Insomma, a quel tempo il Movimento era molto meno aperto alla Cina di quanto lo sia oggi. Anzi, guardava con orrore alla possibilità che i cinesi facessero il loro ingresso in un'azienda strategica italiana. Anzi, i grillini dicevano sul punto: "Il governo si è però convinto che serve anche un socio forte, forse perché tanta sovranità rimane davvero troppo indigesta". E attaccava il ministro Pier Carlo Padoan colpevole di essere "andato in pellegrinaggio a Pechino per chiudere l'accordo con i cinesi di State Grid Corporation of China". Quindi Padoan andava in "pellegrinaggio", mentre quando Luigi Di Maio andava in Cina a trattare con il governo del gigante asiatico, lo faceva in qualità di rappresentate di un governo che non può rifiutare i trattare con Pechino.

Tutto? No. C'è anche dell'altro. "Governi stranieri sulla rete elettrica italiana, sulle informazioni che su essa viaggiano, e anche sui dati sensibili della clientela, che riguardano tutta la comunità nazionale.

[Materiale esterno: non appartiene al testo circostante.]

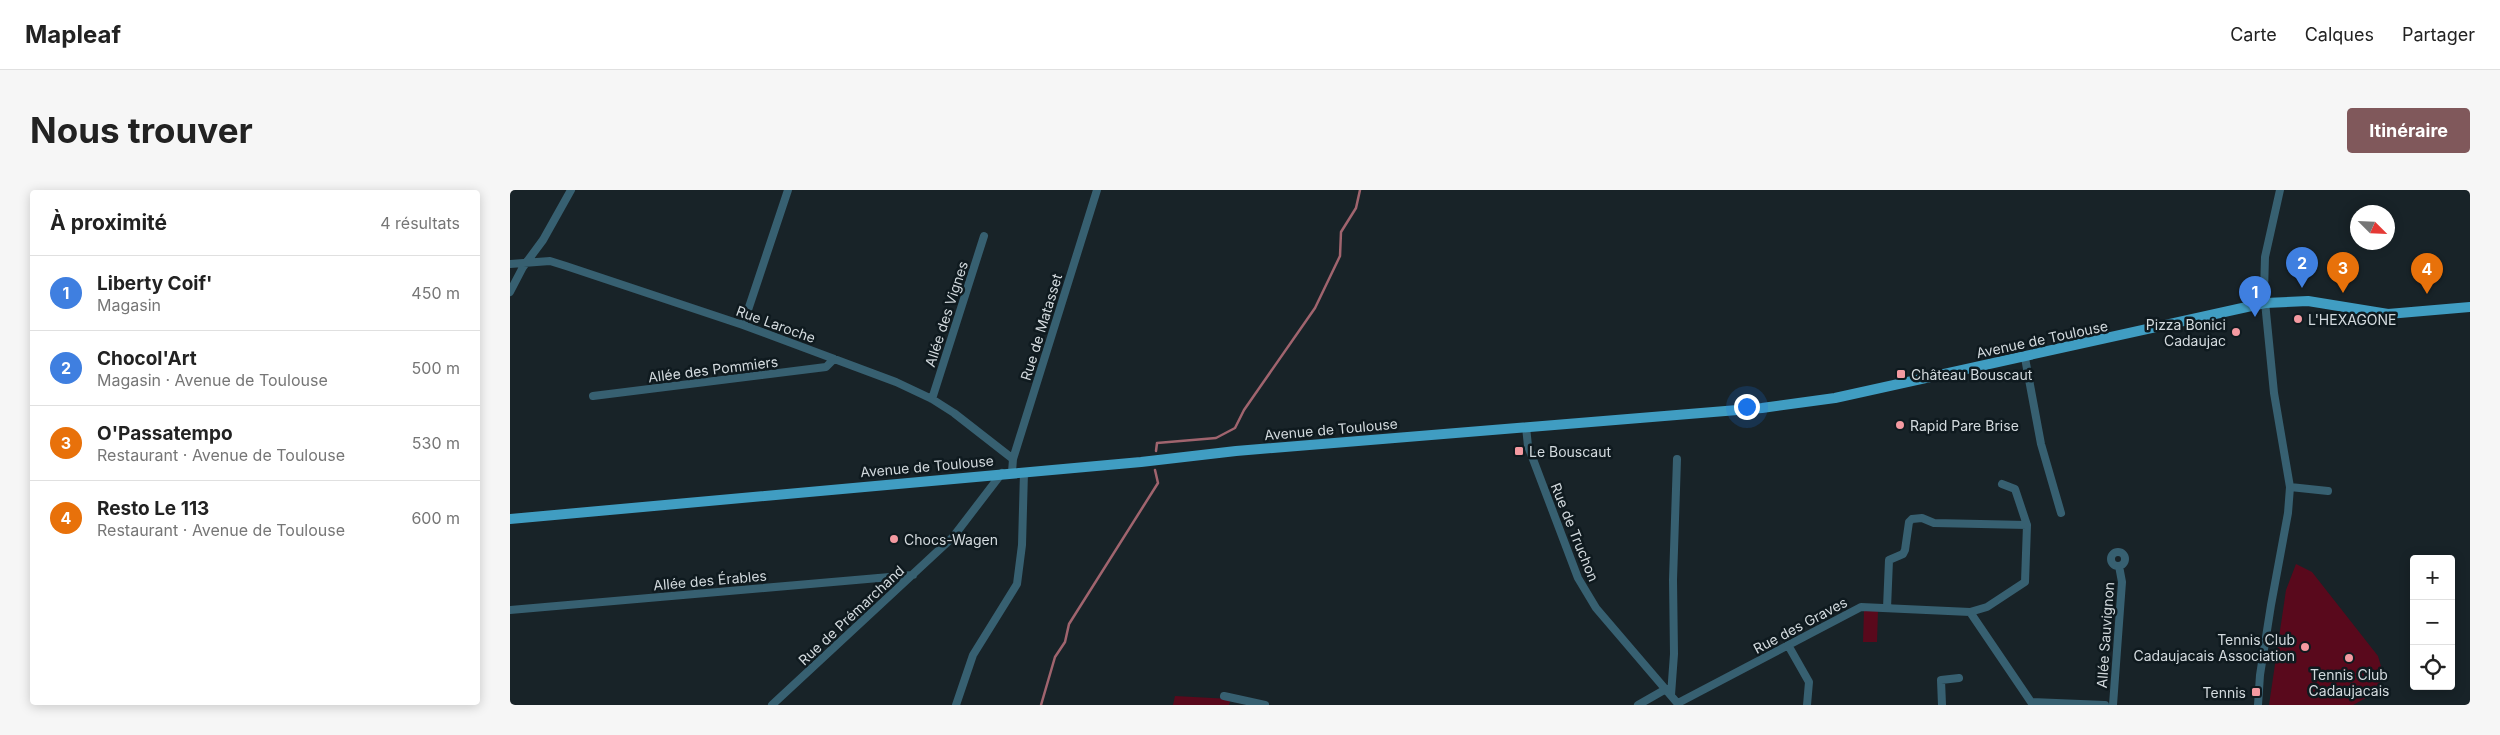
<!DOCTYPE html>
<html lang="fr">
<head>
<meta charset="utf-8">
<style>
  :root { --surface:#fff; --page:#f6f6f6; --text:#222; --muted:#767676; --line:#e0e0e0; --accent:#80585b }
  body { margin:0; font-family:Inter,sans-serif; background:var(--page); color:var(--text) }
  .controls { position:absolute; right:15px; bottom:15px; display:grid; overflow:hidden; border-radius:5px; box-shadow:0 2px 12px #0003 }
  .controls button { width:45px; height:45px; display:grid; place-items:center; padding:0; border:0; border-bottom:1px solid var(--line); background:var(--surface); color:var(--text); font:25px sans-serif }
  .compass { position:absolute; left:1840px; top:15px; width:45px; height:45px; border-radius:50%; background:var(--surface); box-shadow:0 2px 12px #0003; rotate:114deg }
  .you { position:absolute; left:1236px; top:216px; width:18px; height:18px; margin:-12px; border:4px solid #fff; border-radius:50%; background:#1a73e8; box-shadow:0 0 0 8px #1a73e833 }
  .badge { display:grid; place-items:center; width:32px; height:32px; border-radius:50%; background:var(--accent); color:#fff; font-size:16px; font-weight:700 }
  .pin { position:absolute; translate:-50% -41px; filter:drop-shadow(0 1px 2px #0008) }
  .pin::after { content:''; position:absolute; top:26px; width:18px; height:15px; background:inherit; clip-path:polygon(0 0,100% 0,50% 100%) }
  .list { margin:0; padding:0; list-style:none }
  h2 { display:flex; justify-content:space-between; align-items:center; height:65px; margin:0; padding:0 20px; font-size:21px }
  h2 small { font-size:16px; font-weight:400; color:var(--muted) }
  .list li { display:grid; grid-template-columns:32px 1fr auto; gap:15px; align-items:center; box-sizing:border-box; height:75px; padding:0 20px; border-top:1px solid var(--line) }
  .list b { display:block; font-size:19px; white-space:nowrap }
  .list p { margin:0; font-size:16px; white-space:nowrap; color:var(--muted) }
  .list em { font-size:16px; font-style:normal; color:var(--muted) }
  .icon { flex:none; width:28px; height:28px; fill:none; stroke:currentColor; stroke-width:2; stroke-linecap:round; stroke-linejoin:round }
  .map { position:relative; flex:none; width:1960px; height:515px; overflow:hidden; border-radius:5px }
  header { display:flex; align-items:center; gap:30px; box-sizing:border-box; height:70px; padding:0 25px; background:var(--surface); border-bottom:1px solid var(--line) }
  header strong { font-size:24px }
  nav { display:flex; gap:28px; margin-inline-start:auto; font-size:18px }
  .intro { display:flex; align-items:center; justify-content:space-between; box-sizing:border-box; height:120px; padding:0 30px }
  h1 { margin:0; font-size:35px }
  .button { padding:12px 22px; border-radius:5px; background:var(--accent); color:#fff; font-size:18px; font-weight:700 }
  main { display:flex; gap:30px; padding:0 30px }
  aside { flex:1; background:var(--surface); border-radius:5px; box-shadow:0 2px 12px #0003 }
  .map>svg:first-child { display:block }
</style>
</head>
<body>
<header>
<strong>Mapleaf</strong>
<nav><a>Carte</a><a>Calques</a><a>Partager</a></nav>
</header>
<div class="intro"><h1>Nous trouver</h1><a class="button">Itinéraire</a></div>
<main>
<aside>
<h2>À proximité<small>4 résultats</small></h2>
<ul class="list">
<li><span class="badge" style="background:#3f7fe0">1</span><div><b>Liberty Coif'</b><p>Magasin</p></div><em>450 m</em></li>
<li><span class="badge" style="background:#3f7fe0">2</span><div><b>Chocol'Art</b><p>Magasin · Avenue de Toulouse</p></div><em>500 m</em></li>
<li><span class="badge" style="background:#e8710a">3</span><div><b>O'Passatempo</b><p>Restaurant · Avenue de Toulouse</p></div><em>530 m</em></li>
<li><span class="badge" style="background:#e8710a">4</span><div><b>Resto Le 113</b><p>Restaurant · Avenue de Toulouse</p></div><em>600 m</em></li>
</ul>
</aside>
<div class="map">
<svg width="1960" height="515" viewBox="0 0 1960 515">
  <rect width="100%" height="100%" fill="#182328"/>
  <path fill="#59091c" d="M1786 374 1802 382 1868 466 1873 483 1867 502 1843 515H1759L1776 400Z
    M1354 420 1368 421 1367 452H1353Z
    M665 506 721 509 719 515H663Z"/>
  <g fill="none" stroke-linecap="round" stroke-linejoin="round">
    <path stroke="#a0646e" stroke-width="2.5" d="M646 261 647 253 706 248 725 238 734 220 805 118 830 66 831 42 846 18 850 0
      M531 515 545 467 555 452 559 434 648 293 645 280"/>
    <path stroke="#376071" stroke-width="8" d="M0 74 40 71 56 76 233 135 386 192 422 209 444 223 503 269
      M0 102 13 77 33 50 61 0
      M233 135 278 0
      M1515 168 1531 254 1551 323
      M83 206 316 177 324 169
      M422 209 474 46
      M1016 237 1018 256 1068 388 1086 418 1169 515
      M502 282 503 269 587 0
      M1780 297 1818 301
      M1601 369a7 7 0 1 1 14 0a7 7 0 1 1-14 0Z
      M1377 418 1379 370 1393 364 1395 360 1399 332 1402 329 1412 328 1424 333 1517 335
      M0 420 403 385
      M1460 422 1477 417 1515 392 1517 335 1505 299 1492 294
      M1278 455 1299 492 1297 515
      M1161 505 1164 464 1163 390 1167 269
      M714 506 755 515
      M1168 513 1351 417 1460 422 1521 512 1595 515
      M262 515 443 347 492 283
      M446 515 463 465 507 394 512 355 514 282
      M1128 515 1156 499
      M1432 515 1431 490 1449 488
      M1603 515 1612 392 1609 376
      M1748 515 1750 485 1761 415 1778 323 1780 297 1764 203 1754 102 1755 67 1770 0"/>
    <path stroke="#409dc2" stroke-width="10" d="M0 329 631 272 726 261 1252 218 1325 208 1755 113 1798 111 1878 124 1960 117"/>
  </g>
  <g fill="#f49aa1" stroke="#0f1a1f" stroke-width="2">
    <circle cx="1788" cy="129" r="5"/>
    <circle cx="1726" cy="142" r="5"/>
    <rect x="1386" y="179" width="10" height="10" rx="2.5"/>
    <circle cx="1390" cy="235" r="5"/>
    <rect x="1004" y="256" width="10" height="10" rx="2.5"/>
    <circle cx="384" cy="349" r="5"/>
    <circle cx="1795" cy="457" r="5"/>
    <circle cx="1839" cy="468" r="5"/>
    <rect x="1741" y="497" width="10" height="10" rx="2.5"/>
  </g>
  <g text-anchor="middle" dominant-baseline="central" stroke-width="5" stroke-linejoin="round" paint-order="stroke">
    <g font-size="14" fill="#d3dade" stroke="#0f1a1f">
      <text transform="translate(436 124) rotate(-72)">Allée des Vignes</text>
      <text transform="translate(266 134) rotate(20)">Rue Laroche</text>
      <text transform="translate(531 137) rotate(-73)">Rue de Matasset</text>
      <text transform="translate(1532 149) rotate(-12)">Avenue de Toulouse</text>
      <text transform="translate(203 179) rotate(-7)">Allée des Pommiers</text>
      <text transform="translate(821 239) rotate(-5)">Avenue de Toulouse</text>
      <text transform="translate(417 276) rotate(-5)">Avenue de Toulouse</text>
      <text transform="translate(1065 342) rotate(68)">Rue de Truchon</text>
      <text transform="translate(200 390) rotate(-5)">Allée des Érables</text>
      <text transform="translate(341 425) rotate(-43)">Rue de Prémarchand</text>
      <text transform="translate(1290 435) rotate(-28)">Rue des Graves</text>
      <text transform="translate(1595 445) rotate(-86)">Allée Sauvignon</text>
    </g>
    <g font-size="14" fill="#d3dade" stroke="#0f1a1f" text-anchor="start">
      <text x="1798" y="129">L'HEXAGONE</text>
      <text x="1716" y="134" text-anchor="end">Pizza Bonici<tspan x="1716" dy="16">Cadaujac</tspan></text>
      <text x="1401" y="184">Château Bouscaut</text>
      <text x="1400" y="235">Rapid Pare Brise</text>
      <text x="1019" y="261">Le Bouscaut</text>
      <text x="394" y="349">Chocs-Wagen</text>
      <text x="1785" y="449" text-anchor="end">Tennis Club<tspan x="1785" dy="16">Cadaujacais Association</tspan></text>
      <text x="1839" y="484" text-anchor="middle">Tennis Club<tspan x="1839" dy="16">Cadaujacais</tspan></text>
      <text x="1736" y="502" text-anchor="end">Tennis</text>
    </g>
  </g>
</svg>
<div class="controls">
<button>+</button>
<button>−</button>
<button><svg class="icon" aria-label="locate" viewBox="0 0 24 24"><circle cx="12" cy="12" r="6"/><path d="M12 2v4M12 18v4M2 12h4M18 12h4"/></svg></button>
</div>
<svg class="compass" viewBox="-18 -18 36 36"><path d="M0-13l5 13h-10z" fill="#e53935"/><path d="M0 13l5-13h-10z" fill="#767676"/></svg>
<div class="you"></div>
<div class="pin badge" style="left:1745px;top:127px;background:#3f7fe0">1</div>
<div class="pin badge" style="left:1792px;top:98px;background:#3f7fe0">2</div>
<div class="pin badge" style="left:1833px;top:103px;background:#e8710a">3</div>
<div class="pin badge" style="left:1917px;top:104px;background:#e8710a">4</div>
</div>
</main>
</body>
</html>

Normale amministrazione: il Paese e i suoi abitanti hanno da tempo perso ogni valore, mentre le loro ricche proprietà vengono svendute a destra e a manca". Insomma, il timore di un ingresso cinese nella rete elettrica italiana e le informazioni era un problema, lo stesso discorso fatto oggi da chi si oppone, ad esempio, a Huawei in Italia per la rete 5G.

Ma ora le cose sembrano cambiate: ancora una volta.